START Working data

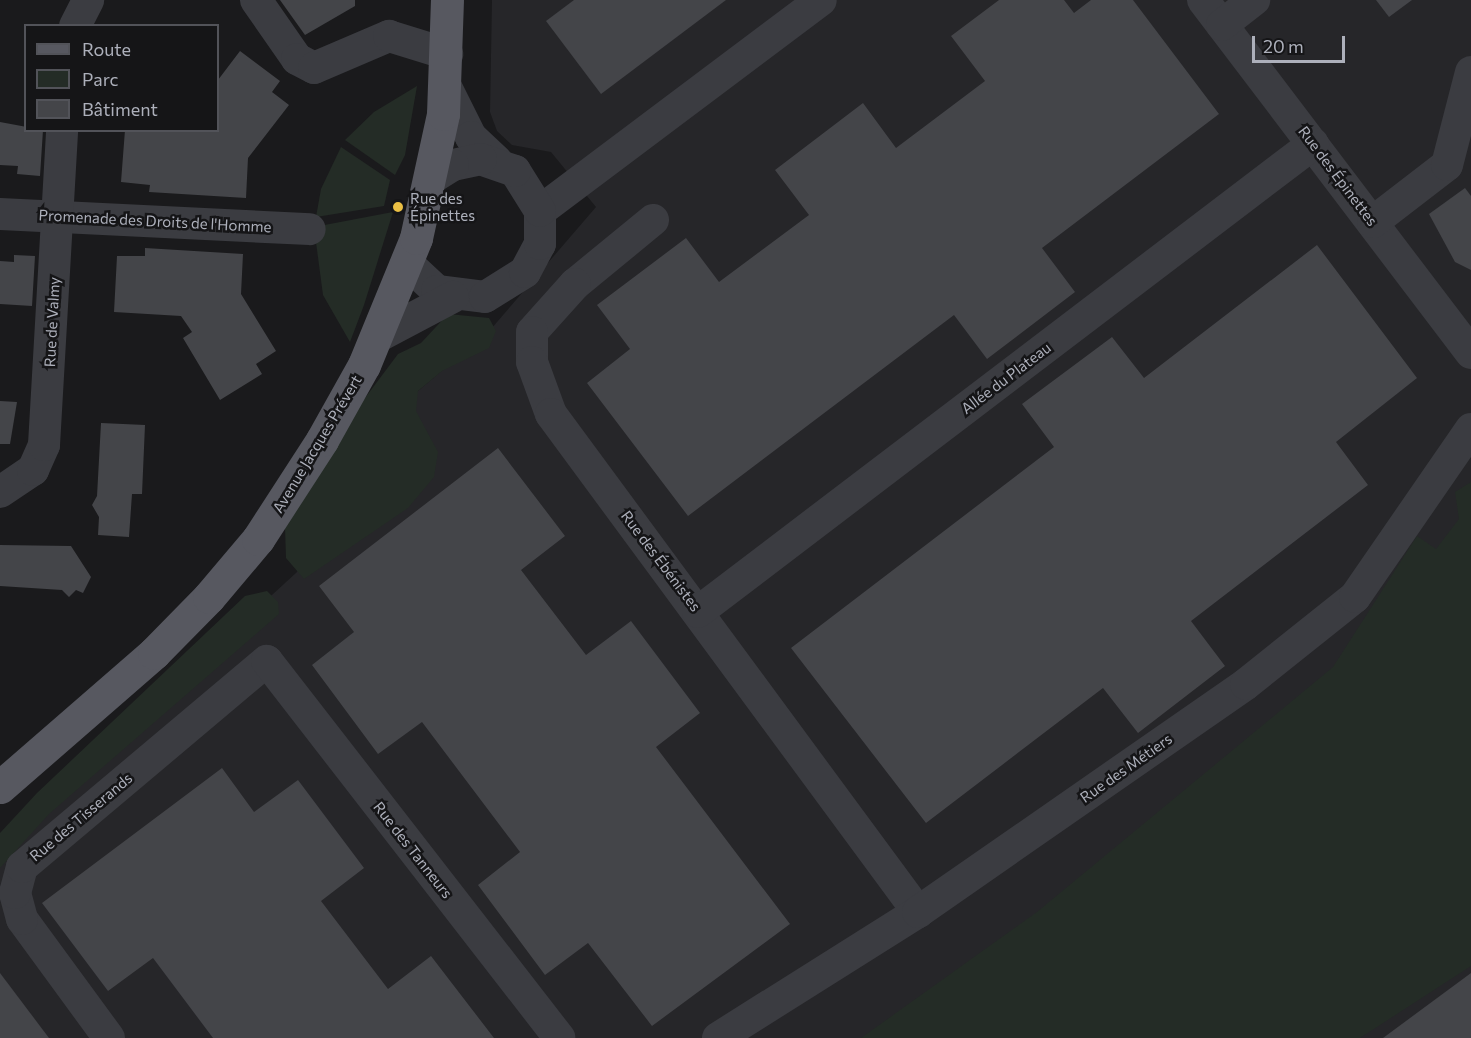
<!DOCTYPE html>
<meta charset="utf-8">
<style>
body{margin:0}
#map{position:relative;width:1471px;height:1038px;overflow:hidden;background:#1a1a1c;font-family:Commissioner,sans-serif}
div>[style]{position:absolute}
.built>*{inset:0;background:#262629}
.green>*{inset:0;background:#242c26}
.building>*{inset:0;background:#444549}
.minor>*{height:32px;margin:-16px;padding:0 16px;transform-origin:16px;border-radius:16px;background:#3b3c41}
.major>*{height:33px;margin:-16.5px;padding:0 16.5px;transform-origin:16.5px;border-radius:16.5px;background:#575860}
.dots>*{width:16px;height:16px;translate:-50% -50%;box-sizing:border-box;border:3px solid #151517;border-radius:50%}
span{translate:-50% -50%;white-space:nowrap;text-align:center;line-height:1.15;-webkit-text-stroke:5px #151517;paint-order:stroke}
.street-label{font-size:15px;color:#adb0bb}
.poi-label{font-size:15px;color:#adb0bb}
.left{translate:0 -50%;text-align:left}
.legend{position:absolute;left:24px;top:24px;width:195px;height:108px;box-sizing:border-box;background:#151517;border:2px solid #525359;margin:0;padding:8px 10px;list-style:none;font-size:18px;color:#adb0bb}
.legend li{display:flex;align-items:center;gap:12px;height:30px}
.legend b{width:30px;border:2px solid #525359}
.scale{position:absolute;left:1252px;top:36px;width:93px;height:27px;box-sizing:border-box;border:3px solid #adb0bb;border-top:0;padding-left:8px;font-size:18px;line-height:21px;white-space:nowrap;color:#adb0bb;-webkit-text-stroke:4px #151517;paint-order:stroke}
</style>
<div id="map">
<div class="built">
<div style="clip-path:polygon(492px 0,1471px 0,1471px 1038px,0 1038px,0 844px,297px 572px,418px 391px,491px 329px,596px 207px,551px 152px,512px 145px,497px 131px,490px 112px)"></div>
</div>
<div class="green">
<div style="clip-path:polygon(417px 86px,405px 155px,395px 175px,345px 140px,374px 112px)"></div>
<div style="clip-path:polygon(341px 147px,390px 180px,384px 206px,316px 217px,321px 189px)"></div>
<div style="clip-path:polygon(393px 212px,364px 305px,350px 342px,323px 295px,314px 227px)"></div>
<div style="clip-path:polygon(448px 314px,489px 318px,496px 331px,489px 348px,442px 371px,418px 391px,416px 411px,438px 452px,434px 477px,408px 508px,304px 579px,286px 558px,285px 527px,350px 418px,398px 354px,421px 343px)"></div>
<div style="clip-path:polygon(1471px 482px,1471px 966px,1360px 1038px,861px 1038px,1037px 912px,1333px 667px,1417px 536px,1436px 549px,1459px 519px,1455px 492px)"></div>
<div style="clip-path:polygon(267px 591px,278px 602px,279px 614px,49px 814px,0 868px,0 833px,37px 793px,245px 596px)"></div>
</div>
<div class="building">
<div style="clip-path:polygon(280px 0,355px 0,355px 6px,305px 35px)"></div>
<div style="clip-path:polygon(574px 0,726px 0,601px 94px,546px 21px)"></div>
<div style="clip-path:polygon(999px 0,1064px 0,1074px 13px,1091px 0,1133px 0,1219px 114px,1042px 248px,1075px 292px,987px 359px,954px 315px,688px 516px,587px 383px,630px 349px,597px 305px,686px 238px,719px 282px,809px 215px,775px 170px,863px 103px,896px 148px,985px 81px,951px 36px)"></div>
<div style="clip-path:polygon(1376px 0,1412px 0,1389px 17px)"></div>
<div style="clip-path:polygon(240px 51px,280px 81px,272px 92px,289px 105px,248px 158px,246px 198px,149px 192px,150px 185px,121px 182px,125px 130px,218px 130px,218px 80px)"></div>
<div style="clip-path:polygon(0 122px,43px 130px,40px 176px,17px 174px,18px 166px,0 165px)"></div>
<div style="clip-path:polygon(1465px 188px,1471px 196px,1471px 270px,1455px 262px,1429px 214px)"></div>
<div style="clip-path:polygon(1317px 245px,1417px 378px,1336px 442px,1368px 485px,1191px 621px,1225px 666px,1138px 733px,1103px 688px,926px 823px,791px 648px,1054px 447px,1022px 404px,1112px 337px,1144px 378px)"></div>
<div style="clip-path:polygon(145px 248px,243px 254px,241px 294px,276px 351px,256px 364px,262px 374px,220px 400px,183px 338px,192px 332px,181px 316px,114px 312px,117px 256px,145px 256px)"></div>
<div style="clip-path:polygon(14px 255px,35px 256px,32px 306px,0 304px,0 261px,14px 262px)"></div>
<div style="clip-path:polygon(0 401px,17px 402px,10px 444px,0 444px)"></div>
<div style="clip-path:polygon(101px 423px,145px 425px,142px 494px,132px 494px,129px 537px,98px 535px,99px 517px,92px 505px,97px 496px)"></div>
<div style="clip-path:polygon(498px 448px,565px 536px,521px 570px,586px 655px,631px 621px,700px 713px,656px 747px,790px 924px,652px 1026px,588px 943px,545px 975px,478px 885px,520px 852px,422px 722px,378px 754px,312px 665px,354px 632px,319px 586px)"></div>
<div style="clip-path:polygon(0 545px,71px 546px,91px 577px,83px 593px,76px 590px,69px 597px,62px 590px,0 586px)"></div>
<div style="clip-path:polygon(222px 768px,254px 812px,298px 780px,364px 868px,321px 901px,388px 989px,431px 956px,494px 1038px,213px 1038px,153px 958px,108px 991px,42px 903px)"></div>
<div style="clip-path:polygon(0 973px,49px 1038px,0 1038px)"></div>
<div style="clip-path:polygon(1471px 973px,1471px 1038px,1383px 1038px)"></div>
</div>
<div class="minor">
<div style="left:256px;top:0;width:72px;rotate:55.2deg"></div>
<div style="left:297px;top:59px;width:19px;rotate:28deg"></div>
<div style="left:314px;top:68px;width:82px;rotate:-23.1deg"></div>
<div style="left:389px;top:36px;width:61px;rotate:17.2deg"></div>
<div style="left:1203px;top:0;width:443px;rotate:52.8deg"></div>
<div style="left:1222px;top:25px;width:41px;rotate:-38deg"></div>
<div style="left:75px;top:26px;width:29px;rotate:-63deg"></div>
<div style="left:446px;top:87px;width:56px;rotate:63.4deg"></div>
<div style="left:471px;top:137px;width:35px;rotate:43deg"></div>
<div style="left:540px;top:211px;width:351px;rotate:-36.9deg"></div>
<div style="left:0;top:214px;width:310px;rotate:2.8deg"></div>
<div style="left:653px;top:220px;width:101px;rotate:140.6deg"></div>
<div style="left:575px;top:284px;width:64px;rotate:131.9deg"></div>
<div style="left:532px;top:332px;width:30px;rotate:90deg"></div>
<div style="left:532px;top:362px;width:55px;rotate:69.9deg"></div>
<div style="left:551px;top:414px;width:619px;rotate:53.61deg"></div>
<div style="left:1373px;top:222px;width:93px;rotate:-37.6deg"></div>
<div style="left:1447px;top:165px;width:96px;rotate:-75.5deg"></div>
<div style="left:408px;top:264px;width:40px;rotate:43deg"></div>
<div style="left:437px;top:291px;width:48px;rotate:7.1deg"></div>
<div style="left:485px;top:297px;width:47px;rotate:-32deg"></div>
<div style="left:525px;top:272px;width:32px;rotate:-62deg"></div>
<div style="left:540px;top:244px;width:33px;rotate:-90deg"></div>
<div style="left:540px;top:211px;width:47px;rotate:-122deg"></div>
<div style="left:515px;top:171px;width:36px;rotate:-161deg"></div>
<div style="left:481px;top:159px;width:29px;rotate:168deg"></div>
<div style="left:453px;top:165px;width:25px;rotate:148deg"></div>
<div style="left:377px;top:337px;width:86px;rotate:-27.8deg"></div>
<div style="left:0;top:492px;width:40px;rotate:-34deg"></div>
<div style="left:33px;top:470px;width:27px;rotate:-66deg"></div>
<div style="left:44px;top:445px;width:316px;rotate:-86.7deg"></div>
<div style="left:698px;top:612px;width:773px;rotate:-37.27deg"></div>
<div style="left:109px;top:1038px;width:147px;rotate:-126.2deg"></div>
<div style="left:22px;top:919px;width:27px;rotate:-105deg"></div>
<div style="left:15px;top:893px;width:27px;rotate:-75deg"></div>
<div style="left:22px;top:867px;width:320px;rotate:-40.1deg"></div>
<div style="left:267px;top:661px;width:477px;rotate:52.2deg"></div>
<div style="left:718px;top:1038px;width:236px;rotate:-32.2deg"></div>
<div style="left:918px;top:912px;width:399px;rotate:-34.8deg"></div>
<div style="left:1246px;top:684px;width:139px;rotate:-38.6deg"></div>
<div style="left:1355px;top:597px;width:204px;rotate:-55.4deg"></div>
</div>
<div class="major">
<div style="left:0;top:787px;width:204px;rotate:-41deg"></div>
<div style="left:154px;top:653px;width:78px;rotate:-45.5deg"></div>
<div style="left:209px;top:597px;width:76px;rotate:-49.8deg"></div>
<div style="left:258px;top:539px;width:118px;rotate:-57.1deg"></div>
<div style="left:322px;top:440px;width:86px;rotate:-60.8deg"></div>
<div style="left:364px;top:365px;width:137px;rotate:-67.7deg"></div>
<div style="left:416px;top:238px;width:127px;rotate:-77.7deg"></div>
<div style="left:443px;top:114px;width:114px;rotate:-88deg"></div>
</div>
<div class="dots">
<div style="left:398px;top:207px;background:#eabf44"></div>
</div>
<div class="street-label">
<span style="left:1338px;top:176px;rotate:53deg">Rue des Épinettes</span>
<span style="left:155px;top:221px;rotate:3deg">Promenade des Droits de l'Homme</span>
<span style="left:52px;top:322px;rotate:-87deg">Rue de Valmy</span>
<span style="left:1006px;top:378px;rotate:-37deg">Allée du Plateau</span>
<span style="left:317px;top:444px;rotate:-59deg">Avenue Jacques Prévert</span>
<span style="left:661px;top:561px;rotate:53deg">Rue des Ébénistes</span>
<span style="left:1126px;top:768px;rotate:-35deg">Rue des Métiers</span>
<span style="left:81px;top:817px;rotate:-40deg">Rue des Tisserands</span>
<span style="left:413px;top:850px;rotate:52deg">Rue des Tanneurs</span>
</div>
<div class="poi-label">
<span class="left" style="left:410px;top:207px">Rue des<br>Épinettes</span>
</div>
<ul class="legend">
<li><b style="height:8px;background:#575860"></b>Route</li>
<li><b style="height:16px;background:#242c26"></b>Parc</li>
<li><b style="height:16px;background:#444549"></b>Bâtiment</li>
</ul>
<div class="scale">20 m</div>
</div>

END Working data

▶ [Task] With "stroke" as the search string, filter the records and return each line that has it.

▶ [Completed task]
span{translate:-50% -50%;white-space:nowrap;text-align:center;line-height:1.15;-webkit-text-stroke:5px #151517;paint-order:stroke}
.scale{position:absolute;left:1252px;top:36px;width:93px;height:27px;box-sizing:border-box;border:3px solid #adb0bb;border-top:0;padding-left:8px;font-size:18px;line-height:21px;white-space:nowrap;color:#adb0bb;-webkit-text-stroke:4px #151517;paint-order:stroke}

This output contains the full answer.